We’ve inherited a sedimentary system made up of a series of 100 years of laws and policies and practices that for us in the US are federal, state, and local.  This is in contrast to an engineered system designed to produce a set of outcomes.  So, that’s the first problem: our investments, speaking about our public education system writ large, is this product of a democratic process, and not a design system.  It’s many and mixed intentions, it’s compromises both good and bad, it’s consequences both intended and unintended, working itself out over time.
The US has a number of anachronistic fixations with local control and reliable and valid assessments. This fixation has the advantage of vesting investments closest to the kids, but the disadvantage of it is linking it to community wealth. This is a great example of a well-intentioned design principle that has produced outrageous inequities in US education.  Education funding and, to some extent, quality are now zip code specific because we vested power in local governments.
When Arne Duncan announced his departure as Secretary of Education, I wrote a blog post suggesting that we mark that day as the end of standards based reform. From Dick Reilly to Arne Duncan, we had an unusual 20-year arc in the US, where federal government had unusually strong influence from a policy (NCLB) and investment standpoint (AARA, Race to the TOP). It was a great moment in US education that marked a national, bipartisan consensus for equity.  As a country, we could no longer sit by and accept chronic failure for our nation’s children.
NCLB was designed as a framework for school accountability to make sure that every family had access to good educational options.  In retrospect, almost everyone agrees that the steps and measures used were flawed, but if we had used an iterative development process — kept what was good and fixed the obvious problem — the country would be in a better place. One of the problems with NCLB, was that when faced with a choice between measuring proficiency or measuring growth, we latched on to proficiency because it was easy to measure with valid assessments. We largely ignored growth in the law and now we can see the consequences of it. NCLB had a strong focus on getting underperforming kids to grade level which created two unintended consequences: discouraged schools from teaching students who were furthest behind (over age, undercredited), and weaker administrators fixated on the test. Rather than offering a rich, full, inspiring education, they offered test prep. Not only did that not produce lasting academic results for kids, it led to educators trying to game the test, with examples of cheating and embezzlement in the worst cases.

In the past few years we’ve seen funders, media, and eventually schools rally around the next big tech innovation (1:1, MOOC, coding, etc). How much does the next big tool matter for lasting academic outcomes for all students? 

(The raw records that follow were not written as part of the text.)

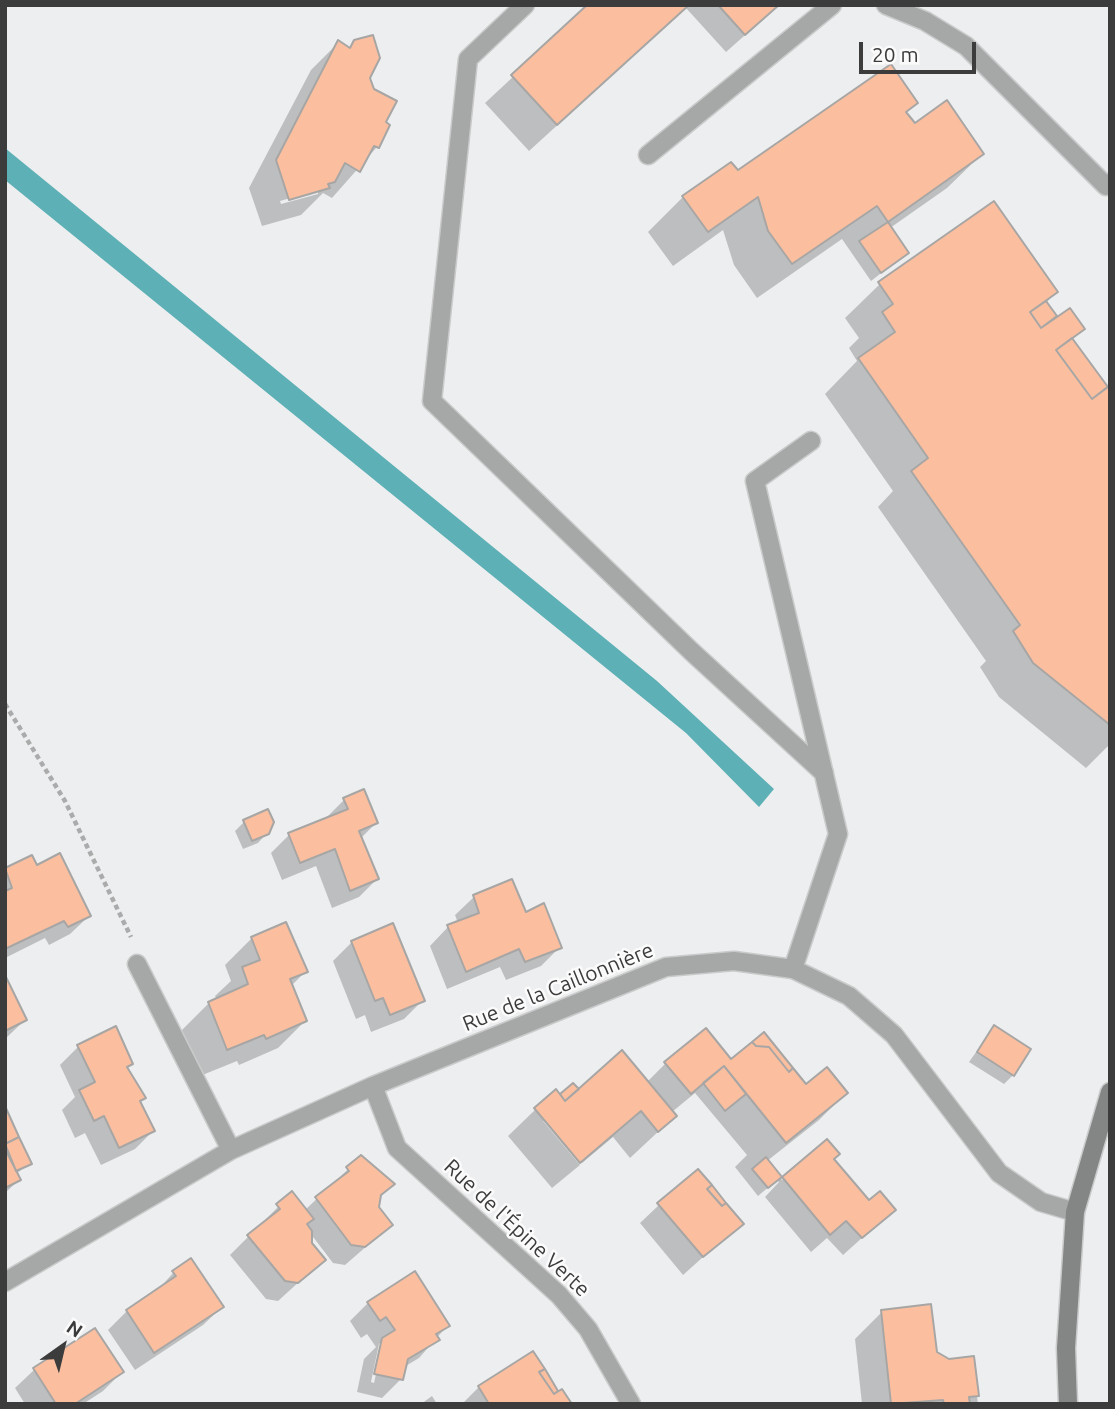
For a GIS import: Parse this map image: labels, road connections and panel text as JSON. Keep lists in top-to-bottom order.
{
  "streets": {
    "street": ["Rue de la Caillonnière", "Rue de l'Épine Verte"]
  },
  "crossings": [
    ["Rue de la Caillonnière", "Rue de l'Épine Verte"]
  ],
  "scale_bar": "20 m",
  "north": "top right"
}
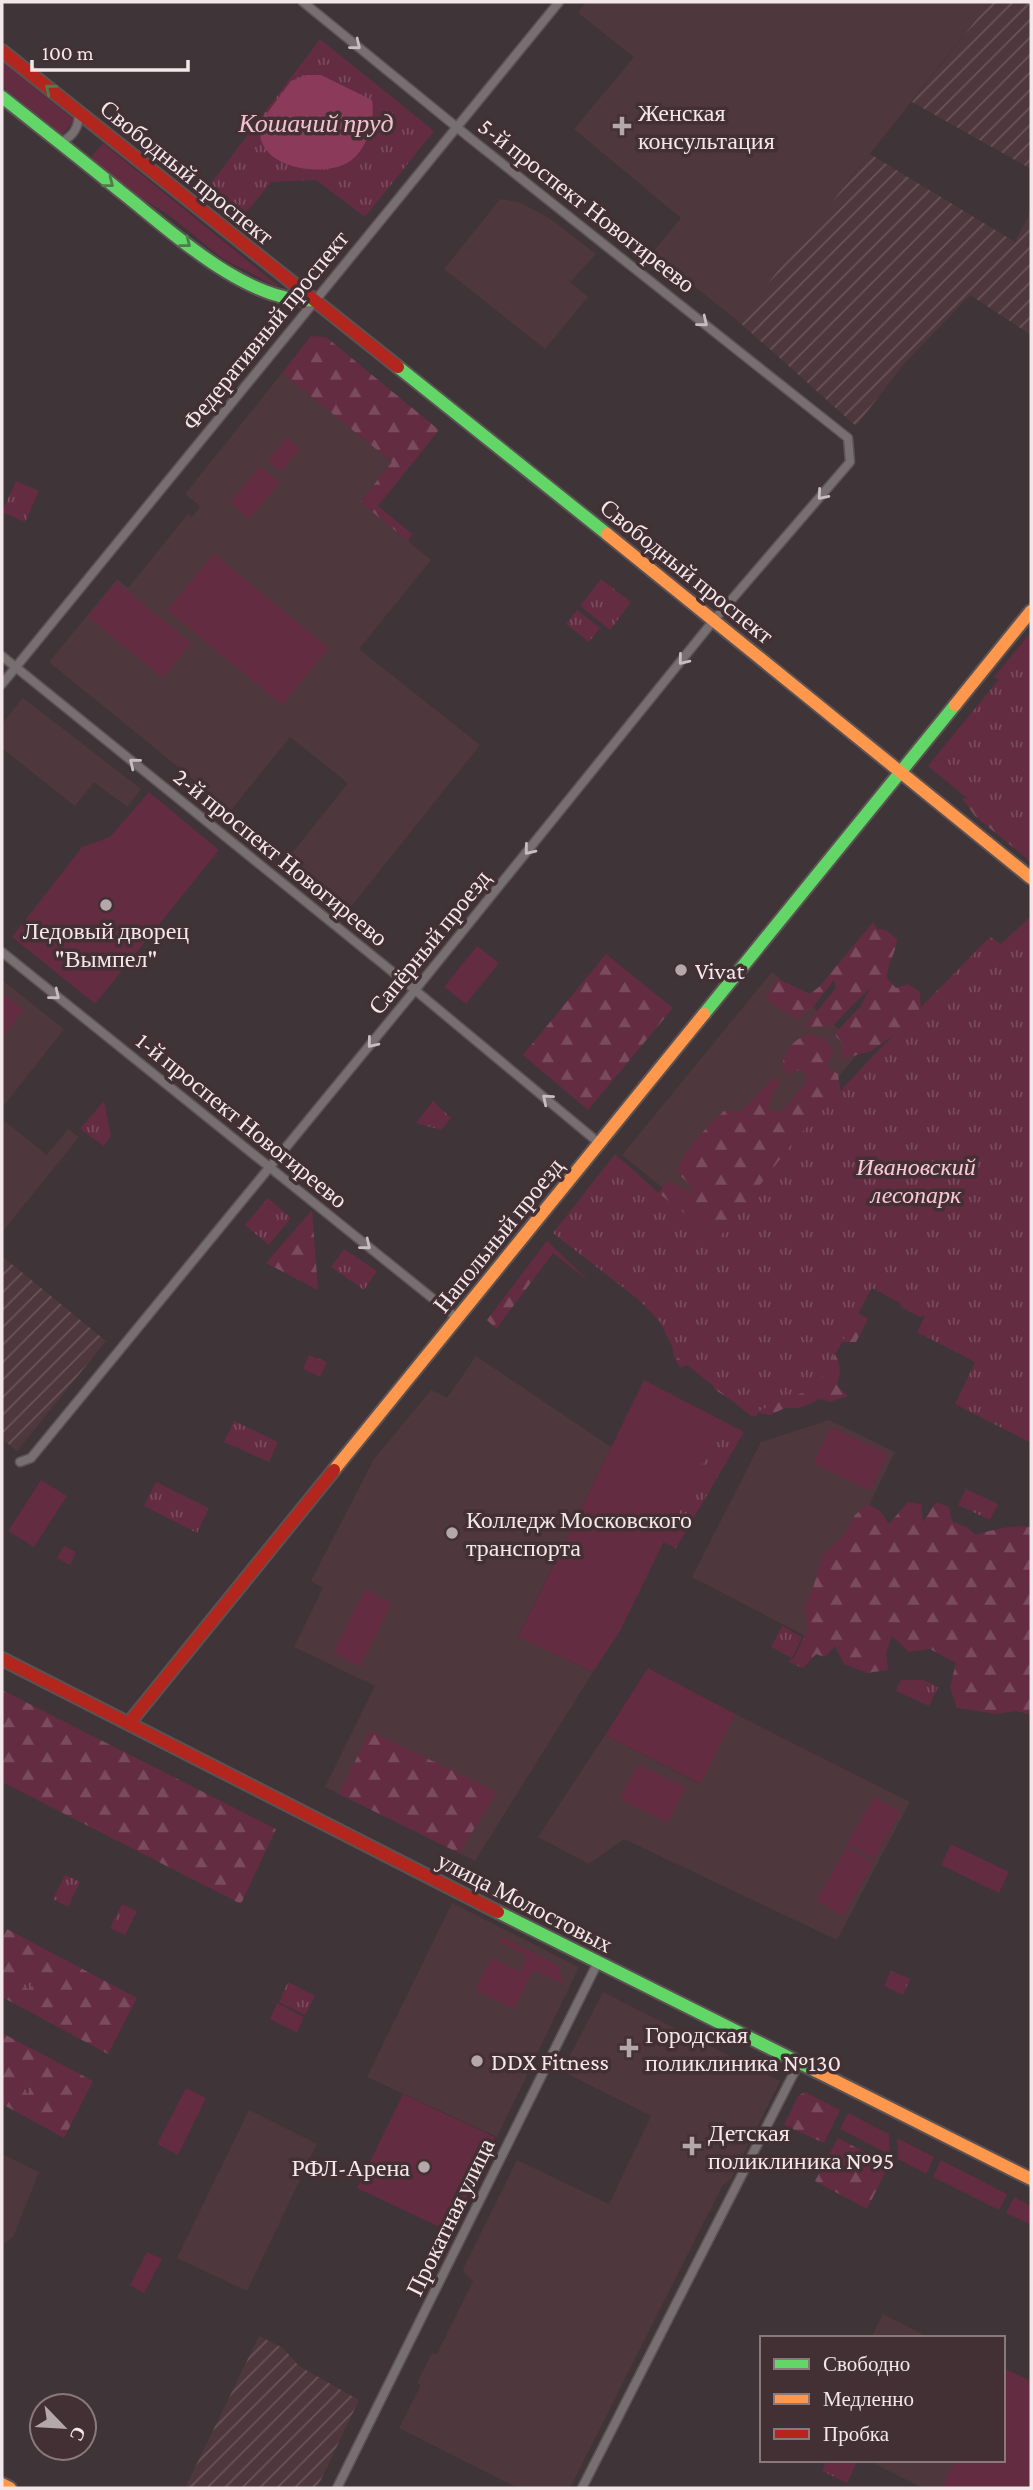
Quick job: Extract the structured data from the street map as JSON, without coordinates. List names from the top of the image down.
{
  "streets": {
    "street": [
      "Свободный проспект",
      "5-й проспект Новогиреево",
      "Федеративный проспект",
      "2-й проспект Новогиреево",
      "Сапёрный проезд",
      "1-й проспект Новогиреево",
      "Напольный проезд",
      "улица Молостовых",
      "Прокатная улица"
    ]
  },
  "crossings": [
    ["Свободный проспект", "Федеративный проспект"],
    ["Свободный проспект", "Сапёрный проезд"],
    ["Свободный проспект", "Напольный проезд"],
    ["5-й проспект Новогиреево", "Федеративный проспект"],
    ["5-й проспект Новогиреево", "Сапёрный проезд"],
    ["Федеративный проспект", "2-й проспект Новогиреево"],
    ["2-й проспект Новогиреево", "Сапёрный проезд"],
    ["2-й проспект Новогиреево", "Напольный проезд"],
    ["Сапёрный проезд", "1-й проспект Новогиреево"],
    ["1-й проспект Новогиреево", "Напольный проезд"],
    ["Напольный проезд", "улица Молостовых"],
    ["улица Молостовых", "Прокатная улица"]
  ],
  "one_way": [
    "5-й проспект Новогиреево",
    "2-й проспект Новогиреево",
    "Сапёрный проезд",
    "1-й проспект Новогиреево"
  ],
  "water": ["Кошачий пруд"],
  "parks": ["Ивановский лесопарк"],
  "places": {
    "health": ["Женская консультация", "Городская поликлиника №130", "Детская поликлиника №95"],
    "other": [
      "Ледовый дворец \"Вымпел\"",
      "Vivat",
      "Колледж Московского транспорта",
      "DDX Fitness",
      "РФЛ-Арена"
    ]
  },
  "legend": ["Свободно", "Медленно", "Пробка"],
  "scale_bar": "100 m",
  "north": "bottom right"
}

The reason that I’m so passionate about public education and investment in innovation is because I think that it’s the fastest path to quality and access to quality in the US and internationally. In my previous Ed Reformer blog, I wrote about education reform, making the system that we have better. Getting Smart reflects the new imperative, for every family and neighborhood around the world, to get smart fast. Innovation is critically important to improving access and quality.  It’s why I’m really optimistic that things will get better, faster in the US and accelerate international change as well.
In the US, innovation investment allows us a design opportunity. The design experience that I’m most passionate about, is people who are conceptualizing LX+IT (learner experience + integrated information technology). They’re not just developing new school models but also integrating information systems and student access devices. We’re still in the early innings now of new tools and new schools. There are thousands of good new schools, but there are only dozens of schools that are doing this fundamental design work of reconceptualizing learning environments and learning sequences and the tools that go with it. This is the opportunity of our time: to find ways to scale both the work and the number of folks benefitting from it worldwide.
Internationally, we have the first chance in history to offer every young person on the planet a great education. When we first started investing in scalable models in the US, funders and founders had grand ambitions that assumed linear replication. Over time, we’ve learned that scaling nationally or internationally is much harder than maintaining strong regional programs and outcomes. We’re starting to see a shift in replication and inspiration across geographies. Take Rocketship for example. They run an amazing model that everyone has flocked to see in the past few years. Among the visitors, were two young MBAs from Johannesburg, who took the lessons learned from Rocketship and created SPARK Schools ins Johannesburg. SPARK is as good a blended learning model as I’ve seen anywhere on the planet.  Rocketship didn’t have to cross the ocean for that to happen and now students in South Africa are benefitting from a model that was created in the US.
Summit Public Schools has taken a different approach to scaling ideas before scaling schools.  This year they have about 19 school partners with their Basecamp model and next year it might be 10 times as many. They have created a powerful Personalized Learning Platform, partnered with Facebook and Stanford to figure out how to scale it broader use, and now team with schools across the country to implement this pedagogy into existing models. We hope that hundreds of schools benefit from their fundamental design work.  Tom Vander ArkSeeing these types of growth gives me a tremendous sense of optimism that things can get better worldwide faster than most people realize.
Tom’s One Good Question: Will we actually achieve equitable education access?  I’m concerned that things will get better faster for young people who have engaged and supportive adults in their lives.  I’m worried about young people that don’t have engaged parents/adults in their lives. Parents who get powerful learning are raising confident, equipped  well-informed young people.
For more check out:

Rhonda Broussard produces One Good Question where she explores international education and access for all students through multiple lenses, but all with the same question. Follow Rhonda on Twitter, @BroussardRhonda.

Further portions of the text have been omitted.